Developmental Research in Cancer Prognosis and Prediction (R21/R33)

Program Announcements:

PA-09-158 (R21)
Expiration Date: May 8, 2012

PA-09-159 (R33)
Expiration Date: May 8, 2012

Contacts:
Tracy Lively, Ph.D.
301-435-9007
livelyt@mail.nih.gov

Magdalena Thurin, Ph.D.
301-496-1591
thurinm@mail.nih.gov

An increasing number of publications have described new molecules, new patterns of gene expression, and new aspects of tumor-cell growth that seem to be correlated with known prognostic factors. However, studies that go beyond the exploratory stage of developing a new diagnostic test require large numbers of patient samples with associated clini­cal data. They also need an efficient assay technique and a great deal of statistical input. Such tools could improve clinical decision making in the care of cancer patients.

This CDP-sponsored program is accelerating the translation of new discoveries into clinical practice by allowing investigators to use new diagnostic strategies to solve clinical problems. By providing up to two years of support for a first-phase grant (R21) for technical development and a second-phase grant (R33) for up to an additional three years of support for application and evaluation in a clinical setting, CDP will enable investigators to evaluate the utility and pilot the application of new strategies for determining prognosis or predicting response to therapy.

Validation of Molecular Diagnostics to Predict Patient Outcomes Using Specimens from Multi-Site Cancer Trials (R01/R21)

Program Announcements:

PA-12-013 (R01)
Expiration Date: January 8, 2015

PA-12-014 (R21)
Expiration Date: January 8, 2015

Contact:
Magdalena Thurin, Ph.D.
301-496-1591
thurinm@mail.nih.gov

Minkyung (Min) H. Song, Ph.D.
301-496-8866
songm@mail.nih.gov

In recent years, NCI has sponsored more than 1,500 clinical trials, including cancer treatment and prevention trials. More than 200,000 cancer patients have participated in these trials. Many of these trials have accumulated a large number of tumor specimens with well-annotated demographic and clinical information including diagnosis, treatment, and follow-up data. These tumor specimens provide valuable resource to study molecular diagnostic, prognostic and predictive biomarkers. The objective of this Program Announcements (PAs) is to promote validation studies for molecular diagnostics to prove their clinical usefulness to improve cancer patients’ outcome.

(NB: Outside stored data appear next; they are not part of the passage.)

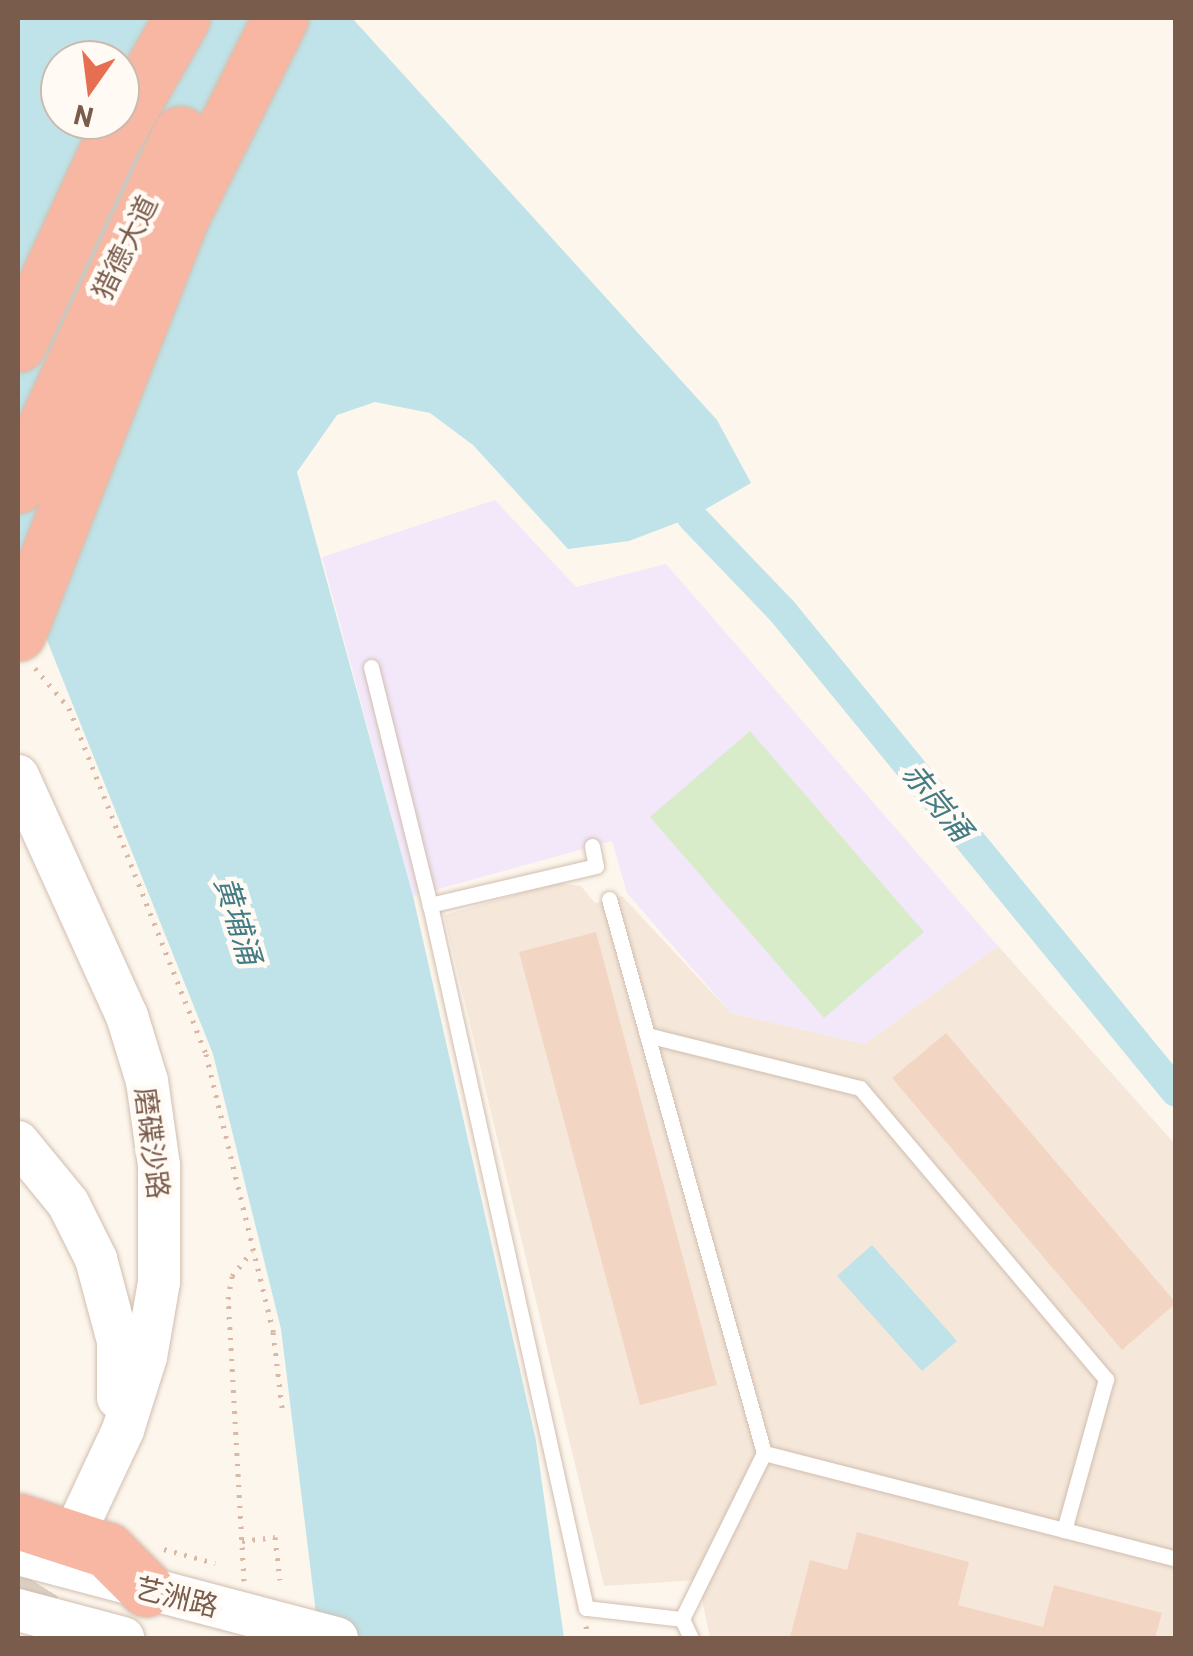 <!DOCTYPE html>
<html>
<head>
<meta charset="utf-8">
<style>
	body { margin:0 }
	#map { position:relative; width:1193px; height:1656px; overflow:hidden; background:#fdf6ec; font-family:Barlow,"Noto Sans SC",sans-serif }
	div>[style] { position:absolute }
	.residential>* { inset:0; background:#f5e8da }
	.education>* { inset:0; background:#f3e8fa }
	.green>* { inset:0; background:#d8ecc9 }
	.water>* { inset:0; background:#bfe3e8 }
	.canal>* { height:30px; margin:-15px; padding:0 15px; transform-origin:15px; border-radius:15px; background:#bfe3e8 }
	.building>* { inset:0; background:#f3d5c3 }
	.secondary-tunnel>* { height:42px; margin-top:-21px; transform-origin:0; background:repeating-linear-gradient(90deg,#dcd0c4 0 42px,transparent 0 63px) }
	.path>* { height:5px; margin-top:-2.5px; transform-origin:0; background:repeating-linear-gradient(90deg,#d9b8a5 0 2.5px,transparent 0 10.5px) }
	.roads { filter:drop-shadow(0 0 2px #d1beb0) drop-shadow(0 0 2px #d1beb0) }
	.lane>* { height:15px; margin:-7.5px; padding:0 7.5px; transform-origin:7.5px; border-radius:7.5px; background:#fff }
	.secondary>* { height:42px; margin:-21px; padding:0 21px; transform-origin:21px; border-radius:21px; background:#fff }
	.highway>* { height:55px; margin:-27.5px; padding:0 27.5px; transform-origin:27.5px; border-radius:27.5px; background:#f7b7a3 }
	span { translate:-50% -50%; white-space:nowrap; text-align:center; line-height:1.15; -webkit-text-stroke:9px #fffaf3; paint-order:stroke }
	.street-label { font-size:28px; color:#7a5c4d }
	.water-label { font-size:30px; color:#437c86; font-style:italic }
	.frame { position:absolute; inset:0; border:20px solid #7a5c4d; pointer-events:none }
	.north { position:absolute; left:40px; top:40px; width:100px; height:100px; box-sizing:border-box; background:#fffaf3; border:2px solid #cabbb1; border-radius:50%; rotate:194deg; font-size:28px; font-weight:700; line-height:40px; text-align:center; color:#7a5c4d }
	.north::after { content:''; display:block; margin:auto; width:35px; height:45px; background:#e76f51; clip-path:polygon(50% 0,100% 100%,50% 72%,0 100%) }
</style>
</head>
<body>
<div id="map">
	<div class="residential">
		<i style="clip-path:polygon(558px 883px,581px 886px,595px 903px,622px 896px,731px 1013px,865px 1044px,998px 946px,1175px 1144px,1175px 1638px,710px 1638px,698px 1580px,604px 1586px,444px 915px)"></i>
	</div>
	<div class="education">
		<i style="clip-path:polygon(495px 500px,576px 587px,666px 564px,998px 946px,865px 1044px,731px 1013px,627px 893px,612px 841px,413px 896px,322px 557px)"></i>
	</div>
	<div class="green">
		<i style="clip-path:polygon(750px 731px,924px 932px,824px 1018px,650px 817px)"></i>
	</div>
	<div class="water">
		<i style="clip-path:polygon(evenodd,18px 18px,352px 18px,717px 420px,751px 483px,692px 517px,629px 541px,568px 549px,473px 445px,430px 413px,375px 402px,337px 415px,297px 472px,413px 896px,536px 1441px,564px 1638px,319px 1638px,281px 1329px,213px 1054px,18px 568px,18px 18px,60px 60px,120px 60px,120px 120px,60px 120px,60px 60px)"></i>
		<i style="clip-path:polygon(872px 1245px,957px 1341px,922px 1371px,837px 1276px)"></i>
	</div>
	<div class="canal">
		<i style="left:692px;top:517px;width:132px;rotate:46.2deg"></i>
		<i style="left:783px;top:612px;width:620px;rotate:50.69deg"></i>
	</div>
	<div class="building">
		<i style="clip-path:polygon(596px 932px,717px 1385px,640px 1405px,519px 952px)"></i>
		<i style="clip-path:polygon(946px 1033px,1176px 1303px,1122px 1350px,892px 1078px)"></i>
		<i style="clip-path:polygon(857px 1532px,969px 1562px,958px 1605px,1043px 1627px,1054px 1585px,1162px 1613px,1155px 1638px,790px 1637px,810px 1560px,847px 1570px)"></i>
	</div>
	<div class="secondary-tunnel">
		<i style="left:18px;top:1621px;width:104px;rotate:-58deg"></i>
	</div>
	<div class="path">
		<i style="left:35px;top:668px;width:52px;rotate:49.6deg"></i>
		<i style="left:69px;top:708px;width:372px;rotate:68.4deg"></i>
		<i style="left:206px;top:1054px;width:286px;rotate:76.4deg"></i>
		<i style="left:273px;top:1332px;width:77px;rotate:83.2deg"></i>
		<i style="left:242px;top:1541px;width:33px;rotate:-7deg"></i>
		<i style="left:275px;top:1537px;width:43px;rotate:83.4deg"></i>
		<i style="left:164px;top:1549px;width:53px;rotate:15.4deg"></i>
		<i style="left:244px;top:1581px;width:282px;rotate:-93.2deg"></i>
		<i style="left:228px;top:1299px;width:23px;rotate:-80deg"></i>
		<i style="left:232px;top:1276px;width:32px;rotate:-51deg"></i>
		<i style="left:586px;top:1626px;width:12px;rotate:81deg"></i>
	</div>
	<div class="roads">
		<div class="lane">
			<i style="left:371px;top:667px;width:245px;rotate:76.1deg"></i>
			<i style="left:592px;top:846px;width:20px;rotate:79deg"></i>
			<i style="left:596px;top:866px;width:171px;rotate:166.8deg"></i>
			<i style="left:430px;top:905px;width:720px;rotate:77.49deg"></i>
			<i style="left:586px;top:1608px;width:97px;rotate:6.5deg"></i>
			<i style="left:609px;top:899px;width:575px;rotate:74.37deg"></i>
			<i style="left:764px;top:1453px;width:185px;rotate:116.3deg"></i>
			<i style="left:682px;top:1619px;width:21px;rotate:65deg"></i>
			<i style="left:647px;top:1035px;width:219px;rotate:14deg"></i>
			<i style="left:860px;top:1088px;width:381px;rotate:49.8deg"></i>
			<i style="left:1106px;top:1379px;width:157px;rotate:105.5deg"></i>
			<i style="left:764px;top:1453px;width:425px;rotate:14.4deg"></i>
		</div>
		<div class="secondary">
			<i style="left:18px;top:776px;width:264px;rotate:65.6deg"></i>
			<i style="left:127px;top:1016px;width:68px;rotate:72.9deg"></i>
			<i style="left:147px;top:1081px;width:85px;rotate:81.9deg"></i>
			<i style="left:159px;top:1165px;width:117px;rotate:90deg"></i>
			<i style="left:159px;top:1282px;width:76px;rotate:99.8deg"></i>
			<i style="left:146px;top:1357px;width:77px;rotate:107.5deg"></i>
			<i style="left:123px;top:1430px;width:102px;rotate:115.1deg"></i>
			<i style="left:18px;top:1142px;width:79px;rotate:50.7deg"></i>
			<i style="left:68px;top:1203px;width:63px;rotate:63.4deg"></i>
			<i style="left:96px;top:1259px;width:85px;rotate:75deg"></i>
			<i style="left:118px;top:1341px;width:57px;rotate:90deg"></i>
			<i style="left:18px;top:1554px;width:330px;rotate:14.8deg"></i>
			<i style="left:18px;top:1610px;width:109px;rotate:14.9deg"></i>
		</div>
		<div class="highway">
			<i style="left:18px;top:344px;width:220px;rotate:-65.3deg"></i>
			<i style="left:110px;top:144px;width:145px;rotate:-60.3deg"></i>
			<i style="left:18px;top:485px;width:387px;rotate:-65.2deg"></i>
			<i style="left:18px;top:633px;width:445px;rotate:-68.6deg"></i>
			<i style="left:180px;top:219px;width:225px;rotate:-63.5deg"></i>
			<i style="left:18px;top:1521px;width:94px;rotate:18deg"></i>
			<i style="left:107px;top:1550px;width:55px;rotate:45deg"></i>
		</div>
	</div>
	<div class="street-label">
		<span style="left:124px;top:247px;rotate:-64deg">猎德大道</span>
		<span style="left:153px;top:1143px;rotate:83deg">磨碟沙路</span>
		<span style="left:177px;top:1596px;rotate:14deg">艺洲路</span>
	</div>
	<div class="water-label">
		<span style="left:938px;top:801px;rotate:51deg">赤岗涌</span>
		<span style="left:239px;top:920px;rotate:73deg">黄埔涌</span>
	</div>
	<div class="frame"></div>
	<div class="north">N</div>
</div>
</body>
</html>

The R01 mechanism is expected to engage investigators into fully developed validation research projects including training and independent validation set analyses resulting in clinically valid diagnostics with a potential for clinical application. Well-annotated tumor and other biospecimen cohorts collected retrospectively during multi-institutional treatment trials are especially suitable for these studies. R21s are considered pilot projects and should be designed to determine whether an assay is analytically valid and/or its results are associated with a clinical endpoint using retrospective tissue collections.

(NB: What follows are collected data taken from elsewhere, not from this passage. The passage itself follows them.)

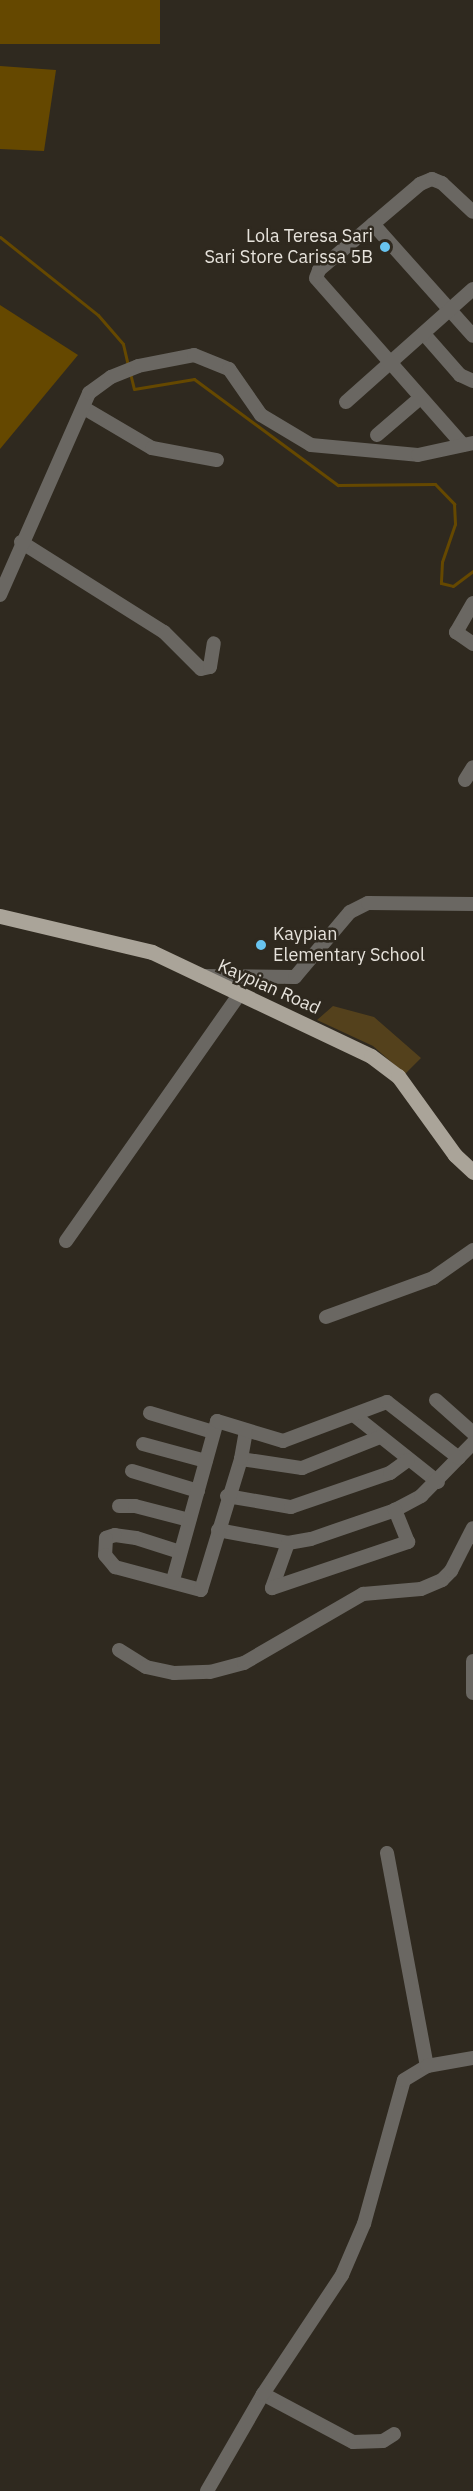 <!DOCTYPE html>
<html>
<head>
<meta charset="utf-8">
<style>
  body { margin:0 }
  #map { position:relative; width:473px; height:2491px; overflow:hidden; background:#2f291f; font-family:"IBM Plex Sans",sans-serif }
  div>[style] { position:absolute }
  .green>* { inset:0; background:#54411c }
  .water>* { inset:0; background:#654800; transform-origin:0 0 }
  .stream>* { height:3px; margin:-1.5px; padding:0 1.5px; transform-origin:1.5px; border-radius:1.5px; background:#654800 }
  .minor>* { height:14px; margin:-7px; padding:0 7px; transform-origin:7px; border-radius:7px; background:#6a6762 }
  .major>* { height:15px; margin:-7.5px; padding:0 7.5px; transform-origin:7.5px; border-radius:7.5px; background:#aaa499 }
  .dots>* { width:16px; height:16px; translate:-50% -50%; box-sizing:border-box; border:3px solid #2f291f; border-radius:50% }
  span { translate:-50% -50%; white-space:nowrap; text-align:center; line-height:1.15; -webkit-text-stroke:5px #2f291f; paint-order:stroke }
  .poi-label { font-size:18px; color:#e7e3dc }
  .right { translate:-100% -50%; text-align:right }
  .left { translate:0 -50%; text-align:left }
  .street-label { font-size:18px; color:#e7e3dc }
</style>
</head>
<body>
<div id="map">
  <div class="green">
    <div style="clip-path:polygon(333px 1006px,374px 1017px,421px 1058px,405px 1074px,373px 1046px,317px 1020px)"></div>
  </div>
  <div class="water">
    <div style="left:0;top:0;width:160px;height:44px"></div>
    <div style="clip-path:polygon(0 66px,56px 70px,44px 151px,0 149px)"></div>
    <div style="clip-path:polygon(0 305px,78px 355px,0 449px)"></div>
  </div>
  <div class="stream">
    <div style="left:0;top:237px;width:125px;rotate:38.5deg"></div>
    <div style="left:98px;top:315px;width:38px;rotate:49deg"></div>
    <div style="left:123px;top:344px;width:23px;rotate:77deg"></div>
    <div style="left:130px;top:373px;width:16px;rotate:76deg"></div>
    <div style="left:134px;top:389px;width:61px;rotate:-9.5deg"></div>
    <div style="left:194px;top:379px;width:179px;rotate:36.4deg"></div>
    <div style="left:338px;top:485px;width:97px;rotate:-0.6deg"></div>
    <div style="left:435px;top:484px;width:28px;rotate:46deg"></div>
    <div style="left:454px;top:504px;width:20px;rotate:87deg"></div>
    <div style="left:455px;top:524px;width:40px;rotate:108.9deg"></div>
    <div style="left:442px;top:562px;width:21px;rotate:93deg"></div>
    <div style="left:441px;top:583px;width:12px;rotate:14deg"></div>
    <div style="left:453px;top:586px;width:25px;rotate:-37deg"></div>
  </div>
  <div class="minor">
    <div style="left:373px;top:224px;width:150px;rotate:48.2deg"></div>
    <div style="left:424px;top:334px;width:55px;rotate:48.7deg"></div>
    <div style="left:460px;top:375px;width:14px;rotate:25deg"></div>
    <div style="left:346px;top:402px;width:170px;rotate:-41.7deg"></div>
    <div style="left:84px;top:408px;width:79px;rotate:30.5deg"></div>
    <div style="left:152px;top:448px;width:66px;rotate:10.5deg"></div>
    <div style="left:377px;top:435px;width:57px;rotate:-40.7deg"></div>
    <div style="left:463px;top:445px;width:222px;rotate:-131.4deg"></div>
    <div style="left:316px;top:278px;width:9px;rotate:-69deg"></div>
    <div style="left:319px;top:270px;width:133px;rotate:-40.4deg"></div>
    <div style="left:420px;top:184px;width:13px;rotate:-23deg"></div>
    <div style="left:432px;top:179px;width:11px;rotate:22deg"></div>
    <div style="left:442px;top:183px;width:42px;rotate:43.1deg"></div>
    <div style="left:21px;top:542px;width:169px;rotate:32.2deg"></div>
    <div style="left:164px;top:632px;width:52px;rotate:45deg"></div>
    <div style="left:201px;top:669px;width:9px;rotate:-13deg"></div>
    <div style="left:210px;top:667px;width:24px;rotate:-81deg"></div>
    <div style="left:0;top:595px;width:221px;rotate:-66.2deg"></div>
    <div style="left:89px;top:393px;width:27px;rotate:-36deg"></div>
    <div style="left:111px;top:377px;width:29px;rotate:-22deg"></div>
    <div style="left:138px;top:366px;width:57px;rotate:-11.1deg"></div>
    <div style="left:194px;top:355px;width:38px;rotate:22deg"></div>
    <div style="left:229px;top:369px;width:56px;rotate:55.2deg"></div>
    <div style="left:261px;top:415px;width:58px;rotate:31deg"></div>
    <div style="left:311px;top:445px;width:107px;rotate:5.3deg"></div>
    <div style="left:418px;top:455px;width:56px;rotate:-12.3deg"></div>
    <div style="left:473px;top:603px;width:34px;rotate:120deg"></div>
    <div style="left:456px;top:632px;width:21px;rotate:35deg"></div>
    <div style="left:465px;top:780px;width:15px;rotate:-58deg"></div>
    <div style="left:201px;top:976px;width:94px;rotate:0.6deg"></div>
    <div style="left:295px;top:977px;width:85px;rotate:-49.8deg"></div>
    <div style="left:350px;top:912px;width:20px;rotate:-27deg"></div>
    <div style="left:368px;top:903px;width:105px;rotate:0.5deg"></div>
    <div style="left:66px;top:1241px;width:301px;rotate:-54.9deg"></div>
    <div style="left:326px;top:1317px;width:114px;rotate:-20deg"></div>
    <div style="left:433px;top:1278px;width:49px;rotate:-35deg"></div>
    <div style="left:436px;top:1400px;width:50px;rotate:41.7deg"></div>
    <div style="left:150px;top:1413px;width:66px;rotate:16.8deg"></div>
    <div style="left:355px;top:1416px;width:106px;rotate:38.5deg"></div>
    <div style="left:143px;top:1444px;width:65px;rotate:15.1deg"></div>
    <div style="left:241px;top:1459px;width:62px;rotate:8.4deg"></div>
    <div style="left:302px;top:1468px;width:84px;rotate:-21.7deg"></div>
    <div style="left:132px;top:1471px;width:69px;rotate:16.9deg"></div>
    <div style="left:227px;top:1496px;width:65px;rotate:9.8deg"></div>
    <div style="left:291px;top:1507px;width:105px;rotate:-19deg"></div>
    <div style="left:390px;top:1473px;width:22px;rotate:-36deg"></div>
    <div style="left:119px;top:1506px;width:16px"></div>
    <div style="left:135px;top:1506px;width:56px;rotate:14.5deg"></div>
    <div style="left:218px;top:1530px;width:71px;rotate:10.5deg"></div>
    <div style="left:288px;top:1543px;width:23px;rotate:-10deg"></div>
    <div style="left:311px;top:1539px;width:89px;rotate:-19deg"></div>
    <div style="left:395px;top:1510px;width:30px;rotate:-28deg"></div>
    <div style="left:421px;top:1496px;width:74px;rotate:-45.5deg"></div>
    <div style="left:288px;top:1543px;width:48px;rotate:109.6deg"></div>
    <div style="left:272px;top:1588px;width:144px;rotate:-18.7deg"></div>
    <div style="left:408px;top:1542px;width:35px;rotate:-112deg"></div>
    <div style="left:180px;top:1552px;width:46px;rotate:-162.3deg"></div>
    <div style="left:136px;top:1538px;width:21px;rotate:-172deg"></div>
    <div style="left:115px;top:1535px;width:9px;rotate:162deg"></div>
    <div style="left:106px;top:1538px;width:17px;rotate:93deg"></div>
    <div style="left:105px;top:1555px;width:16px;rotate:50deg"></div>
    <div style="left:115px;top:1567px;width:89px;rotate:15deg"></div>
    <div style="left:201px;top:1590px;width:137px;rotate:-73deg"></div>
    <div style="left:241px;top:1459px;width:29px;rotate:-80deg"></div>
    <div style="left:173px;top:1580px;width:165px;rotate:-74.5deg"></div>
    <div style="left:217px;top:1421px;width:69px;rotate:16.9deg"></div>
    <div style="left:283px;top:1441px;width:111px;rotate:-20.6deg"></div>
    <div style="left:387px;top:1402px;width:91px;rotate:37.9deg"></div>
    <div style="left:119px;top:1650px;width:32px;rotate:32deg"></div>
    <div style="left:146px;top:1667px;width:29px;rotate:12deg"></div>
    <div style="left:174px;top:1673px;width:36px;rotate:-2deg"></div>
    <div style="left:210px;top:1672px;width:35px;rotate:-15deg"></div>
    <div style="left:244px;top:1663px;width:138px;rotate:-30.1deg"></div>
    <div style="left:363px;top:1594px;width:58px;rotate:-4.9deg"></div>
    <div style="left:421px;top:1589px;width:23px;rotate:-23deg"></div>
    <div style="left:442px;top:1580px;width:13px;rotate:-45deg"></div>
    <div style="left:451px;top:1571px;width:48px;rotate:-62.9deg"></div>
    <div style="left:473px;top:1661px;width:32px;rotate:90deg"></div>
    <div style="left:387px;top:1853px;width:217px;rotate:79.4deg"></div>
    <div style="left:263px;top:2394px;width:102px;rotate:28.1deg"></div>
    <div style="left:353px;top:2442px;width:30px;rotate:-2deg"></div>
    <div style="left:383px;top:2441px;width:13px;rotate:-32deg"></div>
    <div style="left:207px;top:2491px;width:112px;rotate:-60deg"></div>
    <div style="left:263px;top:2394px;width:143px;rotate:-56.4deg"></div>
    <div style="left:342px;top:2275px;width:56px;rotate:-66.7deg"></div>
    <div style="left:364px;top:2224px;width:149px;rotate:-74.5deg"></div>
    <div style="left:404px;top:2080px;width:27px;rotate:-31deg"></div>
    <div style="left:427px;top:2066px;width:47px;rotate:-9.9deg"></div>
  </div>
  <div class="major">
    <div style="left:0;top:916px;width:156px;rotate:13.3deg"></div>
    <div style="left:152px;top:952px;width:242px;rotate:25.4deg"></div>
    <div style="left:371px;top:1056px;width:34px;rotate:37deg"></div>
    <div style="left:398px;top:1076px;width:97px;rotate:54.2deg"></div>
    <div style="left:455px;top:1155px;width:25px;rotate:43deg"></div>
  </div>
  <div class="dots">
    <div style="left:385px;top:247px;background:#68c4f0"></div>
    <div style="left:261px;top:945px;background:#68c4f0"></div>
  </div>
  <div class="poi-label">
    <span class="right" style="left:373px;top:247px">Lola Teresa Sari<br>Sari Store Carissa 5B</span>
    <span class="left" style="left:273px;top:945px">Kaypian<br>Elementary School</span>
  </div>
  <div class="street-label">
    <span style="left:269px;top:987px;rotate:24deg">Kaypian Road</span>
  </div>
</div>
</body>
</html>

Development, Application, and Evaluation of Prediction Models for Cancer Risk and Prognosis (R01/R21)

Program Announcements:

PA-10-025 (R01)
Expiration Date: January 8, 2013

PA-10-026 (R21)
Expiration Date: January 8, 2013

Contact:
J. Milburn Jessup, M.D.
301-435-9010
jessupj@mail.nih.gov

The purpose of these FOAs for R01 or R21 applications is to encourage clinicians, epidemiologists, geneticists, statisticians, and translational cancer control and prevention researchers to improve existing models for cancer risk, prognosis, or response to therapy by developing innovative research projects that use existing data to develop new models for cancer risk and prognosis and/or validate new models and evaluate their utility in research and clinic settings.

These funding announcements are designed to provide a mechanism under which investigators can address two major challenges in model development: integrating diverse types of data (clinical, demographic, pathologic, environmental, epidemiologic, outcomes, and genetic data from varied data marts or warehouses), and ensuring adequate validation (using multiple separate populations to define sensitivity, specificity, and positive and negative predictive values).